Art Exhibition That’s Music To Your Ears by Nishiki Sugawara-Beda

Art Exhibition: Tonality

In March 2019, Execute Project gallery opened its first art exhibition that features works by Nishiki Sugawara-Beda. In the art exhibition titled “Tonality,” paintings and sculpture installation have been presented by artist. It is the first exhibition out of the four planned for the year and it is currently holding in the space created. Through her work, Nishiki Sugawara-Beda explores the power of mark-making—a spiritually engaged mark-making. Nishiki consciously applies marks, create forms and patterns that represent her mindless state of mind and emotions. See below what Nishiki has to say about her art exhibition, inspiration and process.

Tonality.

When I was completing my sculptural installation, I looked at it for a long time at the Execute Project space. The flow, volume, formation, height, airlines, pattern, space, and tempo… The word tempo clicked in my mind and started viewing my sculptural installation as a musical composition. They also looked like a sheet music as if each sculpture piece is playing the role of a musical note.

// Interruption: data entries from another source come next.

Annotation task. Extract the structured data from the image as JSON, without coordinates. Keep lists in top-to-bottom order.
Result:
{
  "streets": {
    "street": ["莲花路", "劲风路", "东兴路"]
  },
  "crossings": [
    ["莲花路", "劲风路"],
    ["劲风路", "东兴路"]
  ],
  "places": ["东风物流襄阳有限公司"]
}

So, when I was imagining the tunes for the music, first I wanted to feel the tone of the sounds that I am hearing from the sculptural installation. In fact, there are a few tones that I sensed myself and it offers different tones with various time of the day, etc. These would vary from myself to others. Therefore, this became my title, Tonality.

Importance of Materials

Each sculpture is made of mesh wire as a structural foundation to form a Mobius strip, then strips of rice paper were carefully applied with rice glue (papier-mâché). The wire supports the Mobius strip to retain its shape and papier-mâché reinforces the stability. Seals were stamped on small piece of papers and applied on top of the surface of the strip. The meanings of the seals, the contents of the characters, revolves around the communications/relationships among us as human being.
While the wire keeps its form, it also offers the appearance of a grid system which not only adds a visual complexity but also refers to practicing papers for young leaners of Japanese and Chinese characters.

Making The Installation

This installation was a challenge. Each venue offers some challenges, spatially and logistically. For this specific venue, I imagined this installation to be a wall piece, but still hanging from the ceiling. My initial idea was to install sculptures in such a way that they look like waterfalls. But the idea was quickly turned down by the logistics of the hanging system that I created. I couldn’t stack them vertically more than three sculptures at any point. However, because of this limitation, they started to form musical notations on the wall.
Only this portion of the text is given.